神農とは、中国の神話にある農業神ですが、漢の時代には中国太古の伝説上の皇帝・炎帝とされるようになっています。
中国医学
中国の医学は、調和やバランス・自然治癒力を重視するものであり、陰陽や、5つの要素『五行』の特徴から食事や生薬の処方が行われます。
『五行』とは木火土金水のことで、下の表のようにそれぞれ季節や身体の部位を意味します。これらのバランスをとることで健康を保つという考え方が中国の医学であり、インドの伝統療法・アーユルヴェーダや、ギリシャの医師ヒポクラテスの『四体液説』に共通します。

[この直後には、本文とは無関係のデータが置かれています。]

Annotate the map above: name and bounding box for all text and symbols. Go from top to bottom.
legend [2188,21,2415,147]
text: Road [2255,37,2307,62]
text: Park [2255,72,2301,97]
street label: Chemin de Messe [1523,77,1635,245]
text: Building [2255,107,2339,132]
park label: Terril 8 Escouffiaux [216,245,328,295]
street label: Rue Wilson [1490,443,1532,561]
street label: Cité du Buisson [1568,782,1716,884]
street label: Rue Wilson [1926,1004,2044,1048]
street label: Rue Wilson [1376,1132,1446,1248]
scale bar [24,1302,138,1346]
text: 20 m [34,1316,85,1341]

五行配当表 五行 木 火 土 金 水 季節 春 夏 土用 秋 冬 方角 東 南 中央 西 北 色彩 青 赤 黄 白 黒 時刻 朝 昼 午後 夕 夜 臓器 肝臓 心臓 脾臓 肺臓 腎臓 五官 目 舌 口 鼻 耳 十干 甲(きのえ)
乙(きのと)丙(ひのえ)
丁(ひのと)戊(つちのえ)
己(つちのと)庚(かのえ)
辛(かのと)壬(みずのえ)
癸(みずのと)十二支 寅(いん)
卯(ぼう)巳(し)
午(ご)丑(ちゅう)
辰(しん)
未(び)
戌(じゅつ)申(しん)
酉(ゆう)子(し)
亥(がい)月 1,2,3 4,5,6 7,8,9 10,11,12
出典元:陰陽五行説
古代インドの『香り』
暮らしに基づく養生法『アーユルヴェーダ』
よく耳にするアーユルヴェーダの発祥はインドやスリランカです。約3000年以上前から受け継がれている伝統療法ですが、アーユルヴェーダは医学だけでなく、宇宙観・自然観を含む哲学であり、具体的な生活方法も含んでいるのです。

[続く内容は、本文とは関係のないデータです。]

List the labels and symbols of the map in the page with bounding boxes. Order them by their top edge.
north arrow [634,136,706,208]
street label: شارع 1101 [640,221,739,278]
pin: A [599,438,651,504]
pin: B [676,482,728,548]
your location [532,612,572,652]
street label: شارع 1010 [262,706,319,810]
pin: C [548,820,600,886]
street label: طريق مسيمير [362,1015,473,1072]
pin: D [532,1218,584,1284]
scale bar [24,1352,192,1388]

ちなみに、アーユルヴェーダという名前は、「Ayus(生命)」「Veda(知識)」からの造語です。
人間の身体の中には、風火土に象徴される『3つのドーシャ(体質または生命エネルギー)』、「ヴァータ」「ピッタ」「カパ」がはたらいていると考えられていて、アーユルヴェーダではこの3つのドーシャのバランスを保つことで健康が維持できるとされます。

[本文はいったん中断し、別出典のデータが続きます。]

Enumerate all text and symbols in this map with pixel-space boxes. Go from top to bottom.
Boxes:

また、身体の中でエネルギーが集まる部分を『チャクラ』といい、チャクラが安定すれば心身が整うのです。
7つのチャクラについては下の表で確認できます。
位置 カラー 特徴 第一チャクラ 尾てい骨 赤(ルビー) 生命力・現実を生きる 第二チャクラ おへその下 温かいオレンジ 自立心・創造性 第三チャクラ 胃 温かい黄色 自信・活力 第四チャクラ 心臓 エメラルドグリーン 愛・感情・情緒 第五チャクラ 喉 サファイアブルー コミュニケーション・表現力 第六チャクラ 眉間 藍色 叡智・直観力・スピリチュアリティー 第七チャクラ 頭頂部 紫 高次とのつながり・人生の目的
現代のアロマテラピーでもアーユルヴェーダの考えが取り入れられていて、エネルギーのバランスを整えるため各チャクラに対応している精油を使って芳香浴やトリートメントをおこないます。
古代の香り➂【アジア】を学んで
中国にもインドにもそれぞれに古くから伝わる伝統療法・自然療法がありました。しかし、全ての療法は古代ギリシャの医学の父ヒポクラテスの思想に共通するものが多いと思います。
そして、現代のアロマテラピーと本質は同じなんだなと改めて認識しました。
人間の健康は体内のエネルギーや栄養のバランスが全て。心身ともに安定した健康な自分自身を目指してさらに勉強したいと思います。